◆ Records provided
=== Section Start ===
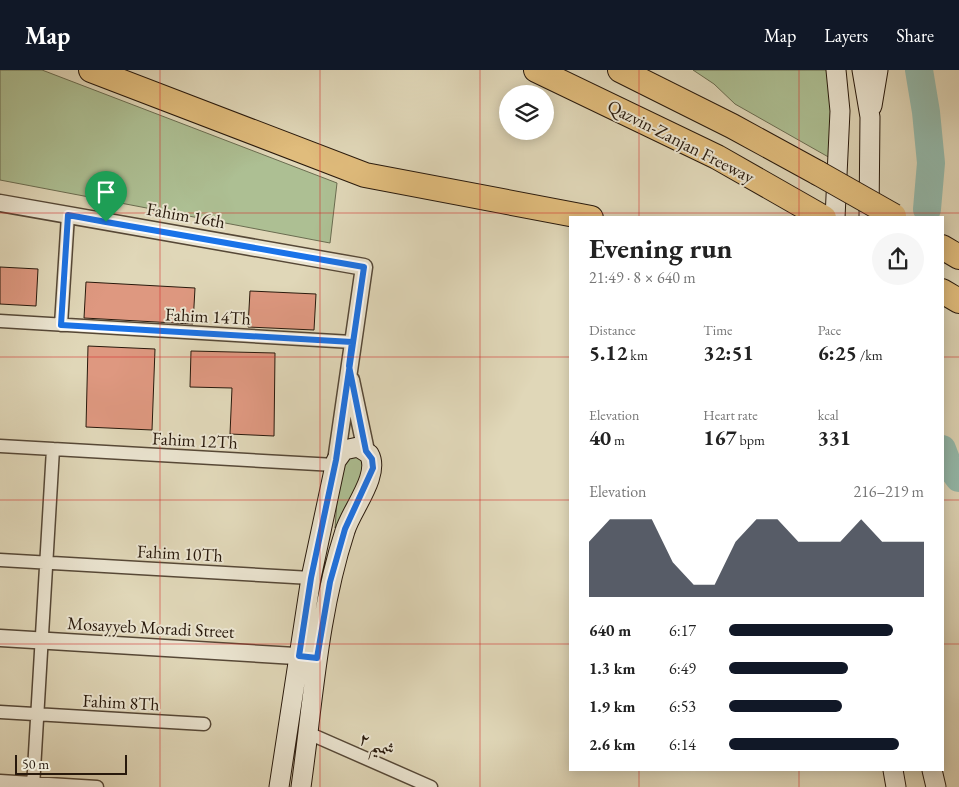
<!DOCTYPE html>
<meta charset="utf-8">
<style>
body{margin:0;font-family:"EB Garamond",Amiri,serif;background:#f6f6f6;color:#222;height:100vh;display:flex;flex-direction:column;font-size:19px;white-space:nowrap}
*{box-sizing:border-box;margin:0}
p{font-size:16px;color:#767676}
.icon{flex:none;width:28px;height:28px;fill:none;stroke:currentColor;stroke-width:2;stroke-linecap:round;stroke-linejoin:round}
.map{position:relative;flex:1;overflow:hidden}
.panel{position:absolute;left:569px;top:146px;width:375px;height:555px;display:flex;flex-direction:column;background:#fff;border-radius:0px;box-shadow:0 2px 12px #0003}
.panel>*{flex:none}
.fabs{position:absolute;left:499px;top:15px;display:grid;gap:10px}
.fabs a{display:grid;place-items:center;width:55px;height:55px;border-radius:50%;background:#fff;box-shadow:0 2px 12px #0003;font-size:25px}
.scale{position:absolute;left:15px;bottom:12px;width:112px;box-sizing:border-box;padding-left:5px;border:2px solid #28190c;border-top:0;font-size:14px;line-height:18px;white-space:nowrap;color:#28190c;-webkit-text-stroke:4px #ebe5d1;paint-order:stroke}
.pin{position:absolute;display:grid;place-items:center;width:42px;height:42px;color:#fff;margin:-51px -21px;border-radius:50% 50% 50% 0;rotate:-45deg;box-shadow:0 0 5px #0007}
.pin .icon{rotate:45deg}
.round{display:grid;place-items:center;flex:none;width:52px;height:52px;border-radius:26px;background:#f6f6f6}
.headline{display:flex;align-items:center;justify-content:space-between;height:85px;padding:0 20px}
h1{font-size:28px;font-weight:700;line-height:38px}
.stats{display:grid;grid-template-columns:repeat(3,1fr);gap:8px;height:85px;padding:5px 20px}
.stats div{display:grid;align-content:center}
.stats b{font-size:21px;font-weight:700}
.stats small{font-size:14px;font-weight:400}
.stats p{font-size:14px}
.chart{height:140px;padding:10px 20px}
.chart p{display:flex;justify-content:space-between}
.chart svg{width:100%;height:90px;margin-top:5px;fill:#111827;opacity:.7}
ul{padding:0 20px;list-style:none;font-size:16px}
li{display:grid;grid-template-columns:80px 60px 1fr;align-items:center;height:38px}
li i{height:12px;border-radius:6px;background:#111827}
header{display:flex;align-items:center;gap:30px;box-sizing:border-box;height:70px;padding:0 25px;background:#111827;color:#fff}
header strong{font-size:24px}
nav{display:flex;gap:28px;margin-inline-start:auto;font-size:18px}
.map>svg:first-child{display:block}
.green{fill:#adbf93;stroke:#6a6c50}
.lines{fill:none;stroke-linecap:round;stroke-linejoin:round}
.river{stroke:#94baac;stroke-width:28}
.building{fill:#de9880;stroke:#28190c}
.minor-casing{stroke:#564837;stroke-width:15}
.tertiary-casing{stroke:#564837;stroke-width:19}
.secondary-casing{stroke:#28190c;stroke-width:21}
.motorway-casing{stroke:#28190c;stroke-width:26}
.minor{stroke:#ebe5d1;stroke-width:12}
.tertiary{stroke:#ebe5d1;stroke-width:16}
.secondary{stroke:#ebe5d1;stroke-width:19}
.motorway{stroke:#e0bc7c;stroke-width:24}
.motorway-bridge-casing{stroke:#28190c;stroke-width:26;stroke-linecap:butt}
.motorway-bridge{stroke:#e0bc7c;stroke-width:24}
.route-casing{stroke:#fff;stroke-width:10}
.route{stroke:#1a73e8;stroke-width:6}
.grid{fill:none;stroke:#d62828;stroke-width:1;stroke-opacity:0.55}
.labels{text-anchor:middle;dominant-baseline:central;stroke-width:4;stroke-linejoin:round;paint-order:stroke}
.street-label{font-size:18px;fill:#28190c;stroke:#ebe5d1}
</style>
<header>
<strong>Map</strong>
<nav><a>Map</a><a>Layers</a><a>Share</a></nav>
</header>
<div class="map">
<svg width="959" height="717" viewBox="0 0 959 717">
<rect width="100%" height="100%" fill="#e0d7b8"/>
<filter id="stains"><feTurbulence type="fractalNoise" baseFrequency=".004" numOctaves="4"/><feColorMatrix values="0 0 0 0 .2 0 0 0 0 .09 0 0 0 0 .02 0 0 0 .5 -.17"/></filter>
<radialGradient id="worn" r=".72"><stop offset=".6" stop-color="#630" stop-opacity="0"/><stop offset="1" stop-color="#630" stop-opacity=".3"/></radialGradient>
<path class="green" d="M0 0H42L337 113 330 173 0 110Z
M693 0H829L839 93 735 34 714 14Z
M361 386 366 402 335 458 339 404 344 389Z"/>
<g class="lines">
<path class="river" d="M919 0 926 42 931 93 927 139
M942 379 947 392 959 408"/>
</g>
<path class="building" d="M0 197 38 199 36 236 0 234Z
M86 212 195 218 193 254 84 248Z
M250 221 316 224 314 260 248 257Z
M88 276 155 279 152 360 86 357Z
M191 281 275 283 274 366 230 364 232 318 190 317Z"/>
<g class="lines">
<g class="minor-casing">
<path id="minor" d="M0 251 352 272
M61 255 68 145
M0 376 335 395
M0 490 311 508
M0 642 204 654
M308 663 431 717
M0 711 97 717
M33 717 53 379"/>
</g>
<g class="tertiary-casing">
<path id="tertiary" d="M0 133 364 197 336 391
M351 310 366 381
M0 568 312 587"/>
</g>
<g class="secondary-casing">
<path id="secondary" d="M862 0 870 47 869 148
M872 36 878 0
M835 148 840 41 836 0
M893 700 896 717
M932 700 936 717
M279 717 311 508 336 391 344 380 358 377 369 384C381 405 351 440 345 461 318 544 313 632 301 717"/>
</g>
<g class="motorway-casing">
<path id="motorway" d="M91 0 365 105 591 148
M536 0 717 87 824 148
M620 0 732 56 818 103
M942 177 959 187
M942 221 959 231"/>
</g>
<use href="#minor" class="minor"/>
<use href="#tertiary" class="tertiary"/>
<use href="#secondary" class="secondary"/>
<use href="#motorway" class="motorway"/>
<g class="motorway-bridge-casing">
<path id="motorway-bridge" d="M818 103 894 146"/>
</g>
<use href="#motorway-bridge" class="motorway-bridge"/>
</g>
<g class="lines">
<g class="route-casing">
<path id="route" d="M106 152 364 197 336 390 311 508 299 586 317 588 330 512 345 459 373 398 372 389 366 381 349 296 352 272 61 255 68 145 106 152"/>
</g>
<use href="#route" class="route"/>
</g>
<path class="grid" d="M160 0V717M320 0V717M480 0V717M639 0V148M799 0V148M0 143H959M0 287H570M942 287H959M0 430H570M942 430H959M0 574H570M942 574H959M639 700V717M799 700V717"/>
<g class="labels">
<g class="street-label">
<text transform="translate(681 71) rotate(27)">Qazvin-Zanjan Freeway</text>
<text transform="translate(186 145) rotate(10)">Fahim 16th</text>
<text transform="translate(208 246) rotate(3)">Fahim 14Th</text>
<text transform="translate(195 370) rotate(3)">Fahim 12Th</text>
<text transform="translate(180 483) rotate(3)">Fahim 10Th</text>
<text transform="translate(151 557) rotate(3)">Mosayyeb Moradi Street</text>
<text transform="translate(121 632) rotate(3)">Fahim 8Th</text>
<text transform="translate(377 674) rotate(24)">شمیم ۲</text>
</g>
</g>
<rect width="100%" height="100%" filter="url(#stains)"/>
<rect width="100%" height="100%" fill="url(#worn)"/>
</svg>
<div class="fabs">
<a><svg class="icon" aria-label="layers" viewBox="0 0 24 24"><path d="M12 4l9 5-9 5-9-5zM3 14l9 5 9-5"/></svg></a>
</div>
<div class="scale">50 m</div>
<div class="pin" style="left:106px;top:152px;background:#1e9e55"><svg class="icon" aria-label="arrive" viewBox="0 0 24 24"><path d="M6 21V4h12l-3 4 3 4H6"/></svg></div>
<section class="panel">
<div class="headline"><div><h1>Evening run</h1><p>21:49 · 8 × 640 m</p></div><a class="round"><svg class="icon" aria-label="share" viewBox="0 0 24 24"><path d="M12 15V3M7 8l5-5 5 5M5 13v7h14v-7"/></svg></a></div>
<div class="stats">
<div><p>Distance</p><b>5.12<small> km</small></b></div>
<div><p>Time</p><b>32:51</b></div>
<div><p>Pace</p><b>6:25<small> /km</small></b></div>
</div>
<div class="stats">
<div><p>Elevation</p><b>40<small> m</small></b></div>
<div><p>Heart rate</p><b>167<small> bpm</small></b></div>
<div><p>kcal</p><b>331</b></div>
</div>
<div class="chart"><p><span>Elevation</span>216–219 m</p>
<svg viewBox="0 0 160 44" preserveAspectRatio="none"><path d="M0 44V17L10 6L20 6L30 6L40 27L50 38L60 38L70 17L80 6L90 6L100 17L110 17L120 17L130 6L140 17L150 17L160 17V44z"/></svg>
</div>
<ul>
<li><b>640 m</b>6:17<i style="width:84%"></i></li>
<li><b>1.3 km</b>6:49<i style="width:61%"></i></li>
<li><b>1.9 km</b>6:53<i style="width:58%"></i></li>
<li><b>2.6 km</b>6:14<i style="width:87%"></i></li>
</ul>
</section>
</div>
=== Section End ===
◆ The problem
Check each line of the records above for the string "worn", and report every line that has it.

◆ Solution
<radialGradient id="worn" r=".72"><stop offset=".6" stop-color="#630" stop-opacity="0"/><stop offset="1" stop-color="#630" stop-opacity=".3"/></radialGradient>
<rect width="100%" height="100%" fill="url(#worn)"/>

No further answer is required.